Monday, December 6, 2010

Photorealism and the Aesthetic of the Lens


Photorealism evolved out of Pop artists’ reliance on photographs but took photo-based painting to a new level.  The Photorealists abandoned irony and overt social commentary preferring a meticulous rendition faithful to the photographic reference.  Complicated street scenes of Manhattan with numerous storefront reflections of skyscrapers, pedestrians and city buses were a common theme.  Also, they reintroduced the figure and portrait as a serious subject matter though they preferred the quotidian character over the mythic or ideal. 

By taking fleeting, complicated or incidental subjects they by necessity became wedded to the photograph.  In doing so, they followed in the footsteps of any artist in the past that used an optical aid or device (such as a mirror, black glass, camera lucida or camera obscura). More specifically, there were artists of the past who used photographs as an aid in making paintings: Gerome and the Orientalists of the late 19th century France, Modernists from Picasso to Max Ernst to Dali and commercial illustrators of the 20th century.  Though there was artistic precedence, Photorealists did something new. 

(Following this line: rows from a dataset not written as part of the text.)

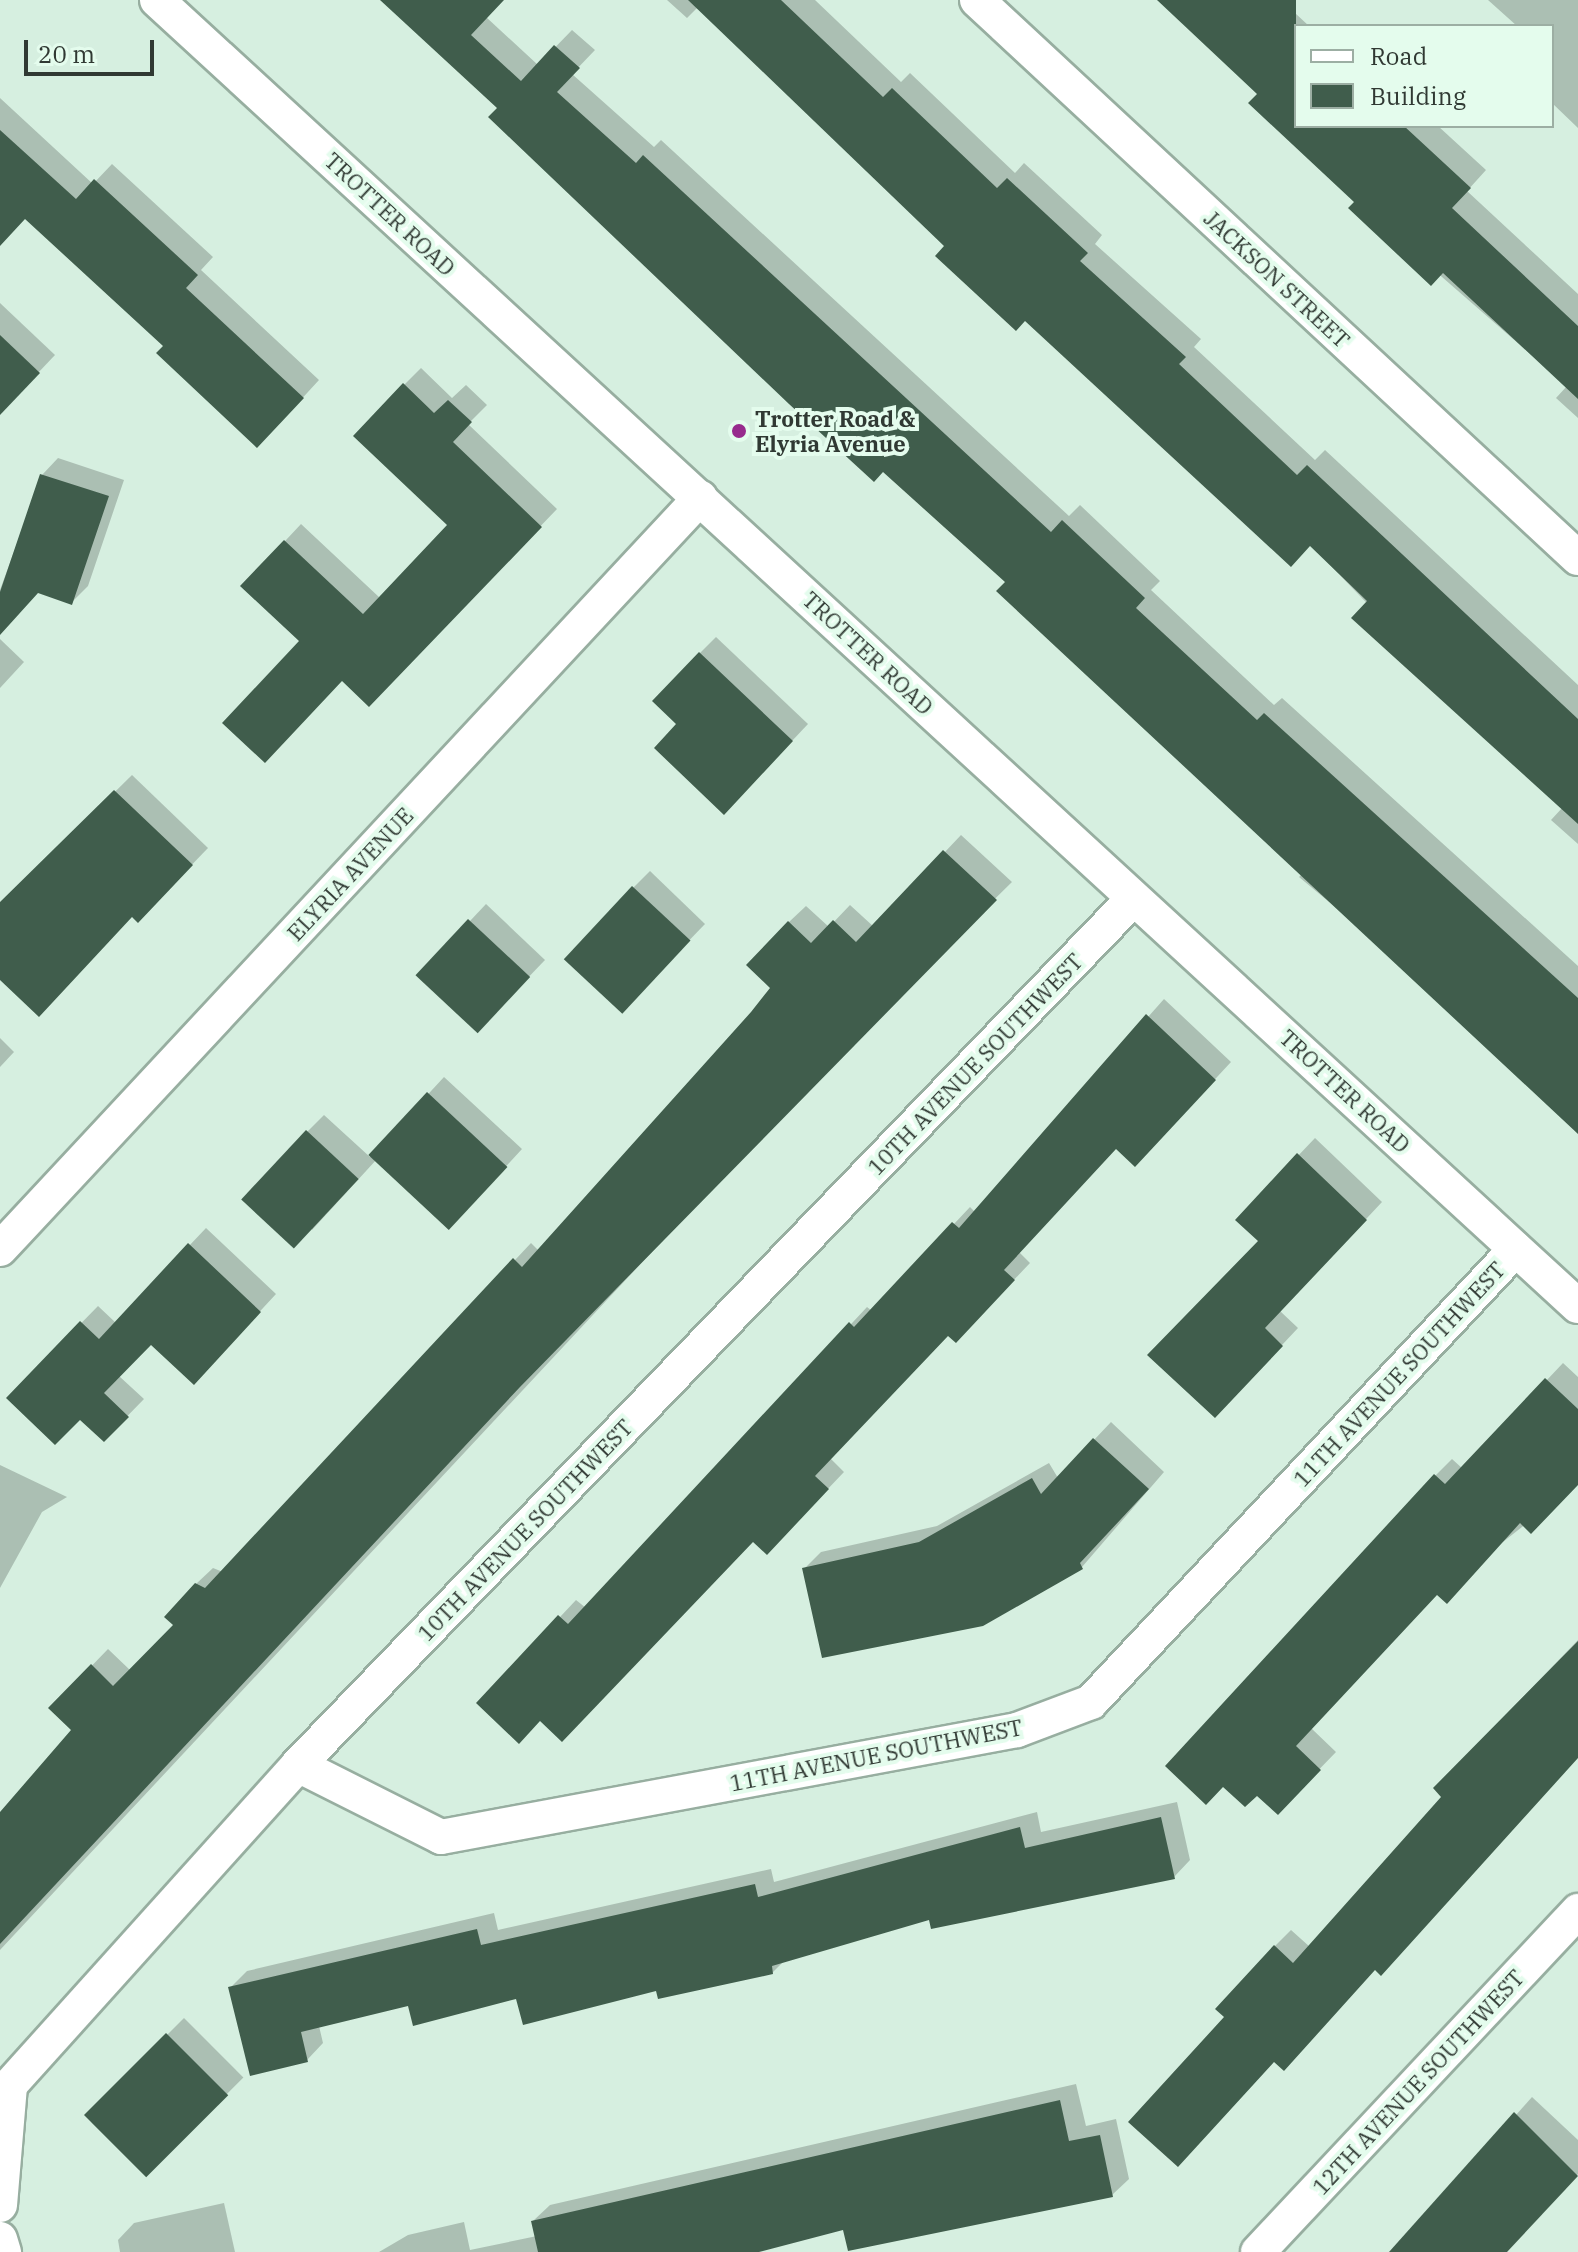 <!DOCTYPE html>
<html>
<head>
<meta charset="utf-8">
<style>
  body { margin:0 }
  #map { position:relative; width:1578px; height:2252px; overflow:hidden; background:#d6efe0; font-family:"IBM Plex Serif",serif }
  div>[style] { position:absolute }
  .shadow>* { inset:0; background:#0003; transform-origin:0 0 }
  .building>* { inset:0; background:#405d4c; transform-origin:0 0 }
  .roads { filter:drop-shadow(2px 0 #97aea0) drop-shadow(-2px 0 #97aea0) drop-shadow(0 2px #97aea0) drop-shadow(0 -2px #97aea0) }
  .street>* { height:34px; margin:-17px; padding:0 17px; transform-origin:17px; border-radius:17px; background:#fff }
  .dots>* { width:22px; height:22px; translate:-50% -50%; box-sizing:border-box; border:4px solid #e4fced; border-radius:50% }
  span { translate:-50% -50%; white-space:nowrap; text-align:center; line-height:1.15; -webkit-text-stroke:8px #e4fced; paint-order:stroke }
  .street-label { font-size:22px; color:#303933 }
  .poi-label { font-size:22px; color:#303933; font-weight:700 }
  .left { translate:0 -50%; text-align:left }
  .legend { position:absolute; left:1294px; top:24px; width:260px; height:104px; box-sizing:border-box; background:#e4fced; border:2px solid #9caea3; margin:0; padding:10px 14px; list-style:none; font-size:24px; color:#303933 }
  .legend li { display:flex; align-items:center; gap:16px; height:40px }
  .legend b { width:40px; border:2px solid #9caea3 }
  .scale { position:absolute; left:24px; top:40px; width:130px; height:36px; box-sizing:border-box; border:4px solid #303933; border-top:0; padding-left:10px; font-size:24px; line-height:28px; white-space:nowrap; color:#303933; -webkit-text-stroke:6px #e4fced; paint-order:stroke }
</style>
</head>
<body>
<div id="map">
  <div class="shadow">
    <i style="clip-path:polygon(404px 0,502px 0,486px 17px,538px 65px,572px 30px,595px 50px,572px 74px,654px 147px,661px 140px,1069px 516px,1080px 505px,1160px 581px,1151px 590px,1274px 705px,1282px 698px,1578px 966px,1578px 1133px,1388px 951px,1299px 877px,1304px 872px,1008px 582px,500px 107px)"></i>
    <i style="clip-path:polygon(667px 0,815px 0,901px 82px,910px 73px,1015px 173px,1024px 163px,1102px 235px,1095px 244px,1201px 339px,1194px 347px,1315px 460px,1325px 450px,1578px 685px,1578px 844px,1551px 820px,1563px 807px,1310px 544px,1290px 564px,698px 7px,687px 18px)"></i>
    <i style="clip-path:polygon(1160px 0,1281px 0,1309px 26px,1296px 26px,1296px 126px,1438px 126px,1486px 170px,1467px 191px,1578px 294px,1578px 418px,1556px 398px,1567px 386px,1356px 202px,1259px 94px)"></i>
    <i style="clip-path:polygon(1488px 0,1578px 0,1578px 128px,1552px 103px,1552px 26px,1517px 26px)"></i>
    <i style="clip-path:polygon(0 98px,93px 184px,112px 164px,213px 257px,201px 270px,319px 380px,274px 429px,165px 345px,26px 216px,0 229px)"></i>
    <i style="clip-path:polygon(0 303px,55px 355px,0 413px)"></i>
    <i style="clip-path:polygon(421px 368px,452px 398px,466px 385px,487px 405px,468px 424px,557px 509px,386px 687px,302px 641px,243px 586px,301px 524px,380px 598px,450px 525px,404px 385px)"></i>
    <i style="clip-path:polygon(58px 458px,124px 480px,88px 586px,72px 602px,39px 591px,0 633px,0 590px,42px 475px)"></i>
    <i style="clip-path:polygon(716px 637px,808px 724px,740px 796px,679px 724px,700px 653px)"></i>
    <i style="clip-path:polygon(0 639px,24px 662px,0 688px)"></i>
    <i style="clip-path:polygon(132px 775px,208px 848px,154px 904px,0 978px,0 905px)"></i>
    <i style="clip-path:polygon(961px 835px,1012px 882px,831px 1060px,0 1950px,0 1815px,74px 1730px,51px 1708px,108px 1649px,131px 1671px,176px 1625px,196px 1584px,213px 1568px,223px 1572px,531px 1243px,539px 1251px,753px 1014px,772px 987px,789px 922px,806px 906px,829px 927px,850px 905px,874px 927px)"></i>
    <i style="clip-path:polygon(650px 871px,705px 924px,621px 1011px,633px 888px)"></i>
    <i style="clip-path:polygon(486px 904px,545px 960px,493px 1014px,470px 921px)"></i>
    <i style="clip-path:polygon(1164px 999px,1231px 1062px,1151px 1148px,1117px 1147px,1019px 1252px,1030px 1263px,972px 1324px,948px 1333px,830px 1458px,844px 1472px,783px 1536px,753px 1540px,540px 1719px,479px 1703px,576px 1600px,586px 1608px,867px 1307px,872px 1311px,970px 1207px,975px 1212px)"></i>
    <i style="clip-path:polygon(0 1038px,14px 1052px,0 1067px)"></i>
    <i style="clip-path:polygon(444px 1077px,522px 1149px,466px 1210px,377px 1159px,312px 1230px,307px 1132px,324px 1115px,370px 1157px)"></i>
    <i style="clip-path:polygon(1315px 1138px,1382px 1202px,1280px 1311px,1298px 1328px,1231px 1399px,1261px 1241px,1237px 1220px)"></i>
    <i style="clip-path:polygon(206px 1228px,276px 1294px,210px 1365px,151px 1342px,119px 1376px,144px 1399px,104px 1440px,80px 1417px,8px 1398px,98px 1306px,116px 1323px)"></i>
    <i style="clip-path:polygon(1563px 1363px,1578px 1377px,1578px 1483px,1438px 1593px,1311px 1728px,1336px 1752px,1278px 1812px,1257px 1793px,1435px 1476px,1452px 1459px,1463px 1469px)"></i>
    <i style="clip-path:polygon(1111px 1422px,1164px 1472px,1082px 1567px,982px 1624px,804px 1569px,821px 1552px,937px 1526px,1049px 1463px,1058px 1478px)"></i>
    <i style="clip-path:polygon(0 1465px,67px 1497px,42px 1512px,0 1588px)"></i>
    <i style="clip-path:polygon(1578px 1640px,1578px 1757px,1375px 1969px,1227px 2017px,1275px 1946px,1291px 1930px,1310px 1947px,1444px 1797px,1435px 1788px)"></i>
    <i style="clip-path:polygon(1177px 1802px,1190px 1860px,1174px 1877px,931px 1917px,785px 1960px,772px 1973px,658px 1989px,409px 2003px,319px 2026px,323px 2043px,307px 2060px,230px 1988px,247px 1971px,494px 1913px,498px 1930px,771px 1869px,774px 1882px,1037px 1812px,1041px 1832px)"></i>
    <i style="left:184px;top:2018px;width:84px;height:137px;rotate:45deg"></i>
    <i style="clip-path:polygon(1076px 2084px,1086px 2126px,1116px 2119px,1129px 2179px,1112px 2195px,845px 2227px,746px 2252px,379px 2252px,408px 2235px,464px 2222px,470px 2250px,537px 2236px,533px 2221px,550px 2205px)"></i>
    <i style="clip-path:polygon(1532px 2097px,1578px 2140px,1578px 2174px,1505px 2252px,1394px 2252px)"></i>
    <i style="clip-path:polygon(224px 2203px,235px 2252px,120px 2252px,118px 2240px,134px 2223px)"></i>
  </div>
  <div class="building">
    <i style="clip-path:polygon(380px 0,504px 0,471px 35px,521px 81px,554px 45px,580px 68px,557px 92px,636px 163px,643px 155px,1051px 532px,1062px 520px,1145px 598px,1136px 608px,1257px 720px,1264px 713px,1578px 998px,1578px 1134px,996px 591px,1005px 582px,883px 472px,874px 482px,789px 404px,488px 117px,497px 108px)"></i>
    <i style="clip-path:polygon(688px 0,781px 0,883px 97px,892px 88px,997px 188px,1007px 178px,1088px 253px,1080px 261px,1186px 357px,1179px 364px,1297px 475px,1307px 465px,1578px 719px,1578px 824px,1351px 618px,1367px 601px,1310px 546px,1291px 567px,1025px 321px,1016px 331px,935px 256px,944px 246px)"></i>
    <i style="clip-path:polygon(1157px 0,1296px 0,1296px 126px,1404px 126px,1471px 188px,1452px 208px,1578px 326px,1578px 399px,1443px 273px,1431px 286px,1348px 208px,1354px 202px,1248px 103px,1257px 94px)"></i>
    <i style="clip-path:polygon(0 130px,76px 199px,94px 179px,198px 275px,186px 288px,304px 398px,257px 448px,156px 353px,163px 346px,25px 219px,0 246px)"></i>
    <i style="clip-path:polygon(0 335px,40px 373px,0 415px)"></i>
    <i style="clip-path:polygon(403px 383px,434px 413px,448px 400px,472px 422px,453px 442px,542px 527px,369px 707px,342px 681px,265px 763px,222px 723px,299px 641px,240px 586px,284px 540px,363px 614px,447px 525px,353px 436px)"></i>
    <i style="clip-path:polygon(40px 474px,109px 496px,72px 605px,38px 593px,0 635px,0 592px)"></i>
    <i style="clip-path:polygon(699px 652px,793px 741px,724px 815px,654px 748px,676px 724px,652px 701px)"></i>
    <i style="clip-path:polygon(114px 790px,193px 865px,138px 923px,132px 917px,39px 1017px,0 980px,0 902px)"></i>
    <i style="clip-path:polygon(943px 850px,997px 900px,520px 1387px,0 1944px,0 1812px,71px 1730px,48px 1708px,91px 1664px,113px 1686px,173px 1625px,164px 1617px,195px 1583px,205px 1588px,513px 1258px,522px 1267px,751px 1012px,770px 988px,746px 965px,788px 921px,811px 943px,833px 920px,856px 942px)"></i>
    <i style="left:632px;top:886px;width:80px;height:100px;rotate:43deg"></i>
    <i style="left:468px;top:919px;width:85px;height:77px;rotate:43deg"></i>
    <i style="clip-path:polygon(1146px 1014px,1216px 1080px,1135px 1167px,1116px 1149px,1004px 1270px,1015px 1280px,956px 1343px,948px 1336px,815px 1476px,829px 1489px,767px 1555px,753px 1542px,562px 1742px,540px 1721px,519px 1744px,476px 1703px,558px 1615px,568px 1624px,849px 1322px,854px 1327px,952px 1222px,959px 1228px)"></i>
    <i style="left:427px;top:1092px;width:110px;height:86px;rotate:43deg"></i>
    <i style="left:306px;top:1130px;width:72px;height:95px;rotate:43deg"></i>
    <i style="clip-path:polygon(1297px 1153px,1367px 1220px,1265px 1328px,1283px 1346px,1215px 1418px,1147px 1355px,1258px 1241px,1235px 1220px)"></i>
    <i style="clip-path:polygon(188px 1243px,261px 1312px,194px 1385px,151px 1345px,104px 1393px,129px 1417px,104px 1442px,80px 1420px,55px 1445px,6px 1398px,80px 1321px,99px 1339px)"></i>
    <i style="clip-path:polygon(1545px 1378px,1578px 1409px,1578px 1485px,1531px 1534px,1520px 1523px,1447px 1604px,1437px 1595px,1296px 1746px,1321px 1770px,1278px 1815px,1257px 1796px,1245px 1807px,1223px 1787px,1206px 1805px,1165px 1766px,1434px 1474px,1445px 1484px)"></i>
    <i style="clip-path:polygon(1093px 1438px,1149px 1489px,1080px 1563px,1083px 1569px,983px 1626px,822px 1658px,802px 1568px,919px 1542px,1032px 1478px,1041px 1494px)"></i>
    <i style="clip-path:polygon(1578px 1641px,1578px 1758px,1381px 1976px,1375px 1970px,1284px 2071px,1274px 2062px,1178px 2167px,1128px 2122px,1224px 2017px,1215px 2009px,1274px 1945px,1293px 1963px,1441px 1797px,1433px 1788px)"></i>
    <i style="clip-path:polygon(1161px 1817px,1175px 1879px,931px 1929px,929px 1920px,772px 1966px,773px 1974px,658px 1999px,656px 1991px,523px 2025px,516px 1999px,413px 2026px,408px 2006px,301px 2032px,308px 2062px,250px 2076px,228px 1987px,477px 1929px,481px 1945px,755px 1884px,758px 1897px,1020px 1827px,1025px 1848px)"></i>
    <i style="left:166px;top:2033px;width:88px;height:116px;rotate:45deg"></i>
    <i style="clip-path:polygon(1060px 2100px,1069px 2141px,1100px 2135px,1113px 2197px,848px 2251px,843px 2230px,759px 2252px,538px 2252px,531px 2221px)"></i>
    <i style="clip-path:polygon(1514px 2112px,1578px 2176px,1507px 2252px,1389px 2252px)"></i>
  </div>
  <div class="roads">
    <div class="street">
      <i style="left:157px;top:0;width:1930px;rotate:42.59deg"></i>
      <i style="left:977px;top:0;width:820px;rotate:42.88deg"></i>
      <i style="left:0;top:1249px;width:1027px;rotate:-47.01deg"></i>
      <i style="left:298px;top:1765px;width:160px;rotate:26.7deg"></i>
      <i style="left:441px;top:1837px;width:586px;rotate:-10.52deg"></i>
      <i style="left:1017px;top:1730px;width:79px;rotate:-20.7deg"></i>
      <i style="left:1091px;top:1702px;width:621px;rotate:-46.83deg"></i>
      <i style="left:0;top:2205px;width:120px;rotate:-85.2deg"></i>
      <i style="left:10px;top:2085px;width:431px;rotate:-48deg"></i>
      <i style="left:298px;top:1765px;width:1204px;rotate:-46.04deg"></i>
      <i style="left:0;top:2239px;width:14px;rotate:73deg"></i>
      <i style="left:1258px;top:2252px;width:468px;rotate:-46.8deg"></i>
    </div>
  </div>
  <div class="dots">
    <i style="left:739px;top:431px;background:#972b8d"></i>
  </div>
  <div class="street-label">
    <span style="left:390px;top:214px;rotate:43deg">TROTTER ROAD</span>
    <span style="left:1277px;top:279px;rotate:43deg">JACKSON STREET</span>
    <span style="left:868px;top:653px;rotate:43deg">TROTTER ROAD</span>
    <span style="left:350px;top:874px;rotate:-47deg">ELYRIA AVENUE</span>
    <span style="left:975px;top:1064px;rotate:-46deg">10TH AVENUE SOUTHWEST</span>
    <span style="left:1345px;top:1091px;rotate:43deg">TROTTER ROAD</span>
    <span style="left:1399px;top:1374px;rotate:-47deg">11TH AVENUE SOUTHWEST</span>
    <span style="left:525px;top:1530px;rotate:-46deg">10TH AVENUE SOUTHWEST</span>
    <span style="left:876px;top:1755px;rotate:-11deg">11TH AVENUE SOUTHWEST</span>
    <span style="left:1418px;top:2082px;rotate:-47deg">12TH AVENUE SOUTHWEST</span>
  </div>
  <div class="poi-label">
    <span class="left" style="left:755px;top:431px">Trotter Road &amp;<br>Elyria Avenue</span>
  </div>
  <ul class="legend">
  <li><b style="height:10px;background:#fff"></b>Road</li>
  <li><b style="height:22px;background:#405d4c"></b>Building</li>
  </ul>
  <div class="scale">20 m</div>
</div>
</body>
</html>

By staying faithful to the photograph, they painted not what the eye saw but rather what the camera saw.  Previous artists used the photograph as a tool to assist with the details of a pose or an aspect of architecture.  It was a way to lend specificity to an artwork that was otherwise based on painting from observation (or at least painting from principles of observation). The Photorealist took the photograph as that which should be painted. In doing so they replaced the search for the truths of Nature with something else, a mechanically produced flat copy of reality.

The Photorealists preferred the aesthetics of the lens to that of sight. What one sees is a complicated coalescing of electromagnetic signals as visual input which has been transferred as chemical information to a brain where it is recognized in consciousness. The camera is dead, fixed and inert where as sight is alive, changing and active.

By preferring the lens over the eye, the Photorealists separated themselves from the unfolding history of representational art.  They removed themselves from the empirical concerns and discussions of previous artists.  No longer did they ask “what are the principles of Nature, what does the eye see and how does one depict it?”.  By choosing an image as the final arbiter over any visual conundrums, they, in a manner unimaginable to previous Realists, successfully excised Nature from painting.